The flowchart of the top 100 most-cited articles on large language models.
Statistical analysis
Statistical analysis was performed on the extracted data, which included article type, title, publication year, citation count, authors, journal, and research focus areas. The data were analyzed and visualized using CiteSpace (V6.3.R1, Drexel University, PA, USA), the bibliometrix and ggplot2 package in R software version 4.4.2, and Microsoft Excel (Microsoft Corp, WA, USA).
For the statistical analysis, bivariate correlation analyses were conducted using appropriate coefficients based on the types of variables. Specifically, Spearman's rank-order correlation coefficient was used to assess the associations between continuous variables that did not meet normality assumptions or with ordinal variables. Eta-squared coefficient was applied to measure the effect size between nominal categorical variables and continuous variables. The Chi-square test of independence was used to evaluate the associations between nominal categorical variables. A correlation heatmap was generated to illustrate correlations among various variables and citation counts. These visualizations facilitated the identification of patterns and connections between elements such as the impact factors (IFs), research type, and citation. All statistical analyses were carried out using IBM SPSS Statistics (version 26.0), and statistical significance was determined using a two-tailed α of 0.05.
Results
Publication outputs and basic characteristics
All T100 cited articles were English publications, averaging 148.47 citations (range: 50–1057). Most (92 articles) originated in 2023, reflecting the explosive growth of research following ChatGPT's release. Table 1 shows the top 10 most-cited papers; half were review articles, while the remaining four original studies focused on “protein structure prediction,” “protein sequence generation,” “Chatbot performance,” “Healthcare,” and “clinical knowledge encoding.” The T100 most-cited “Evolutionary-scale prediction of atomic-level protein structure with a language model” (Lin et al., Science 2023; 1057 citations), demonstrates the application of LLMs to directly infer atomic-level protein structures from primary sequences, significantly accelerating high-resolution structure prediction and enabling the construction of the ESM Metagenomic Atlas. 11 This provides a powerful tool for exploring the vast diversity and functionality of natural proteins. Notably, among the top 50 highly cited papers, the three published in 2024 had less time to accumulate citations compared to those from 2023. However, in 2025, these 2024 papers showed a rapid citation increase, significantly surpassing the citation counts of papers at the same ranking positions from 2023. The 2024 papers focused on ChatGPT performance on simplified radiology reports, scGPT for single-cell multi-omics, a taxonomy and systematic review of ChatGPT in healthcare.4,12,13 In contrast, in the bottom 50 ranked papers, those published in 2024 demonstrated a stronger citation acceleration than their 2023 counterparts (eTable 2 in the Supplementary).
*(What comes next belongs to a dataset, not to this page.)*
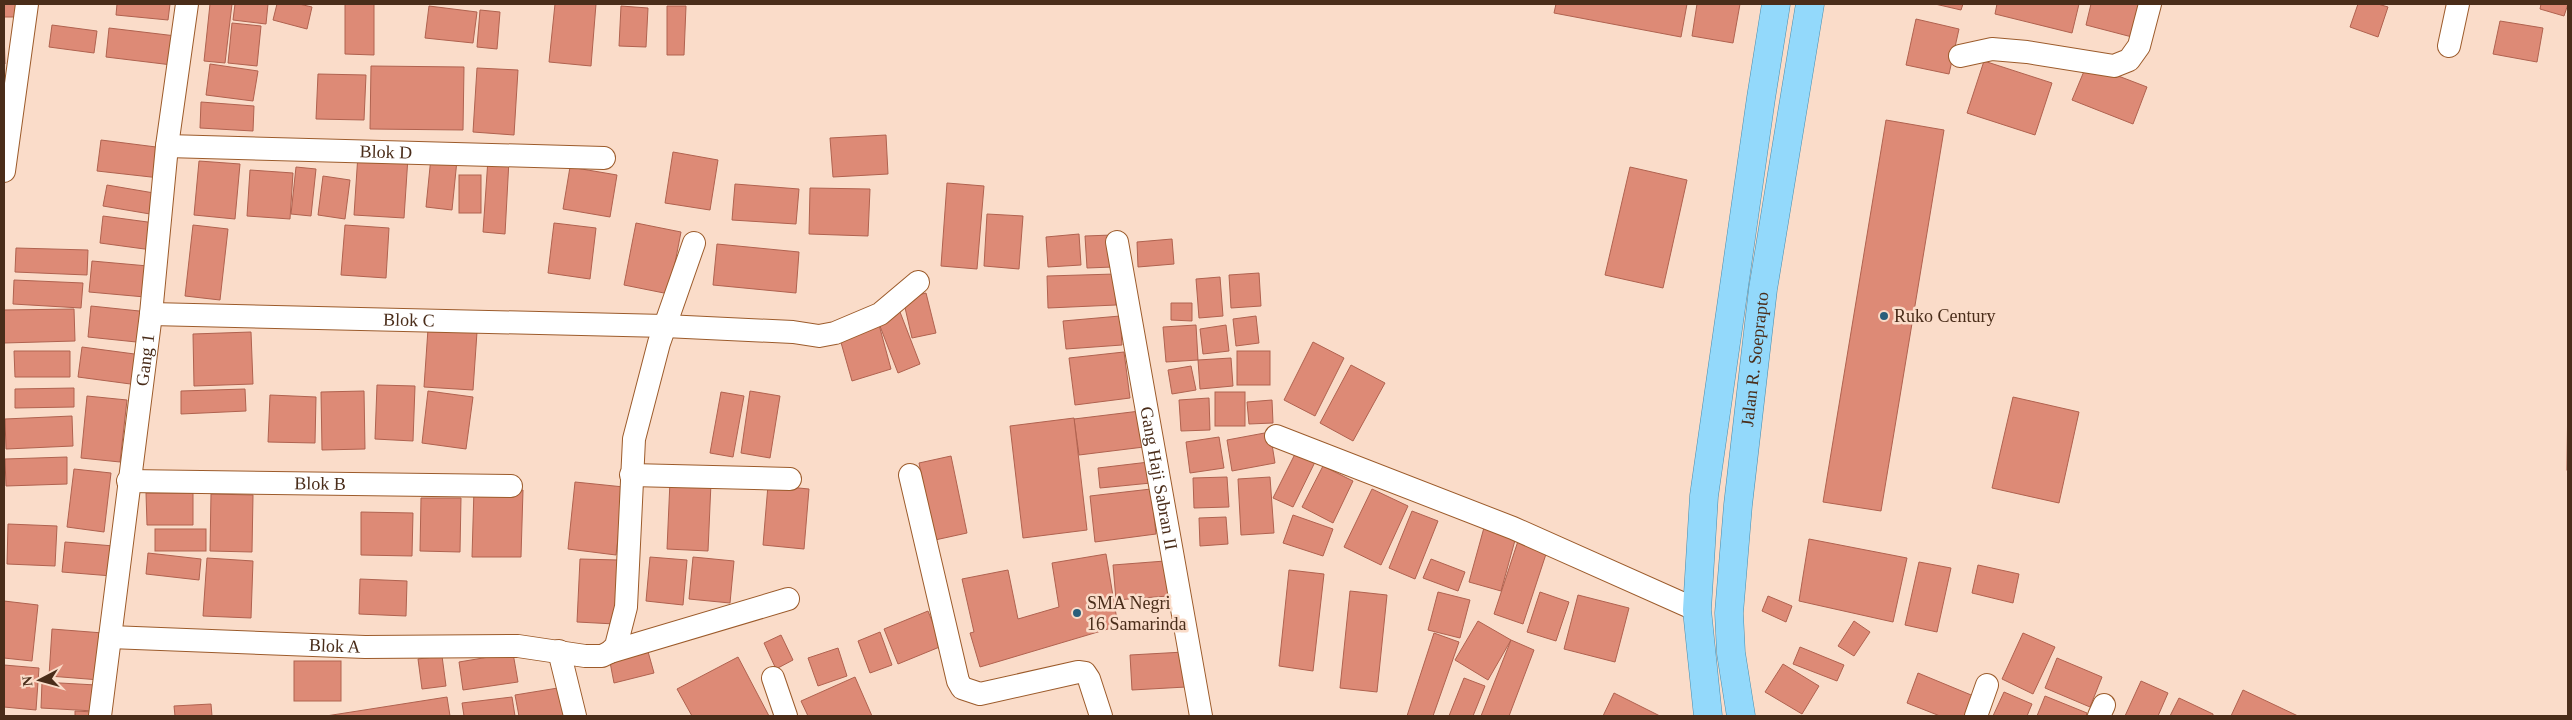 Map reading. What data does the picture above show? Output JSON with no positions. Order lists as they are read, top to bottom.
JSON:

Characteristics of the top 10 most-cited articles on large language models in medicine.
Note: NEJM, New England Journal of Medicine. All publications were published in 2023 in this Table. The data extraction of citations was completed on 2 Nov 2025.
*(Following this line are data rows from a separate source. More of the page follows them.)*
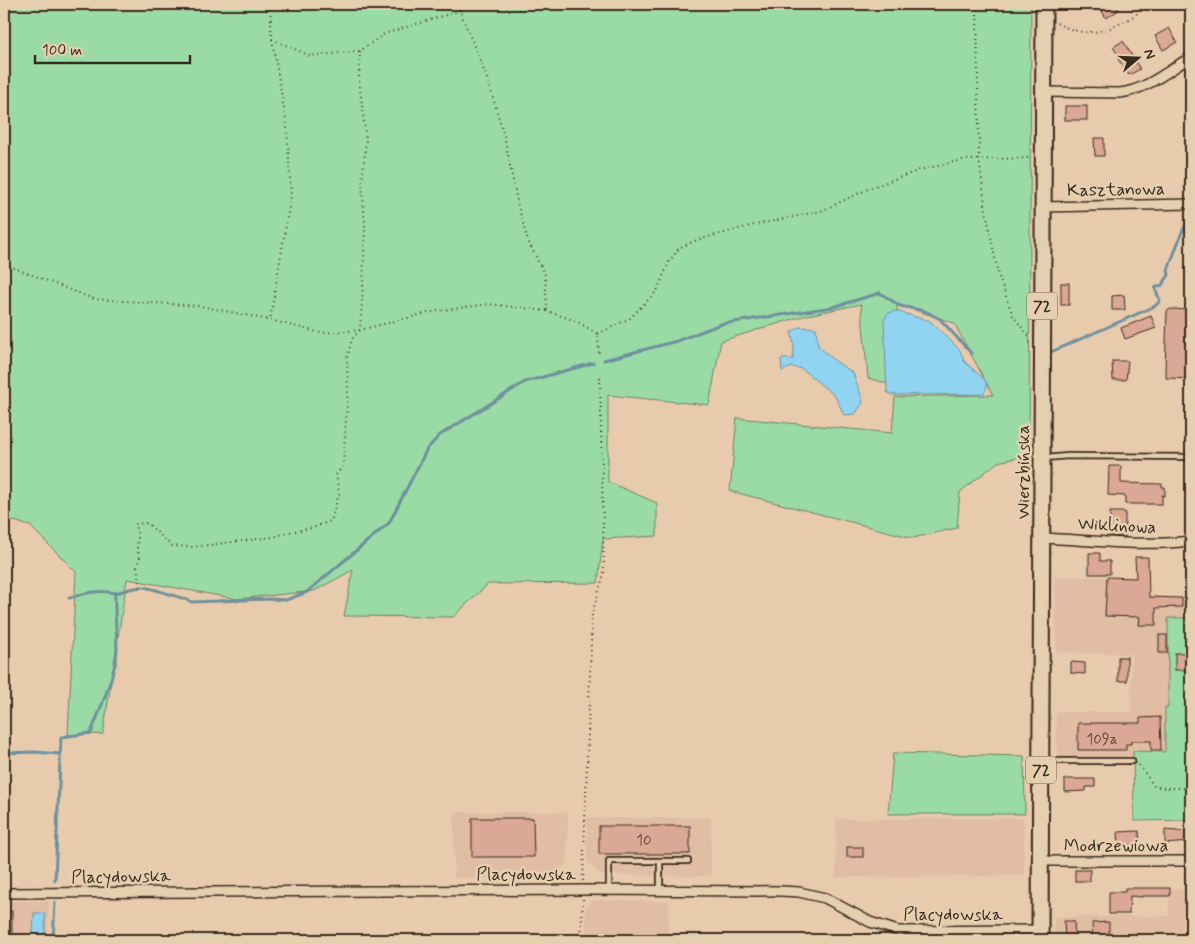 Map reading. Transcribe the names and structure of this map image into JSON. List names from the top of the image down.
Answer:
{
  "streets": {
    "main road": ["72", "Wierzbińska"],
    "street": [
      "Kasztanowa",
      "Wiklinowa",
      "Modrzewiowa",
      "Placydowska"
    ]
  },
  "crossings": [
    ["Kasztanowa", "Wierzbińska"],
    ["Wierzbińska", "Wiklinowa"],
    ["Wierzbińska", "Modrzewiowa"],
    ["Wierzbińska", "Placydowska"]
  ],
  "house_numbers": ["109a", "10"],
  "scale_bar": "100 m",
  "north": "right"
}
Full table is shown in eTable 2 in Supplementary.
AI: artificial intelligence.
Across the entire data, original research predominated (60%), followed by reviews 39%, and editorial 1% (eTable 2 in the Supplementary). Within this category of original research, all studies employed an observational cross-sectional design to assess ChatGPT performance, compare LLMs, or focus on the development of specific LLMs models. However, these can be more accurately categorized as diagnostic test accuracy (n = 51), Case study (n = 5), Qualitative research (n = 3), Cross-sectional questionnaire survey (n = 1). This distribution highlights the field's emphasis on empirical validation, reflecting a dynamic and proactive approach towards exploring and confirming the practical utility of AI in healthcare environments. The emphasis on empirical validation is crucial for enhancing the reliability and efficacy of AI applications in medical practice.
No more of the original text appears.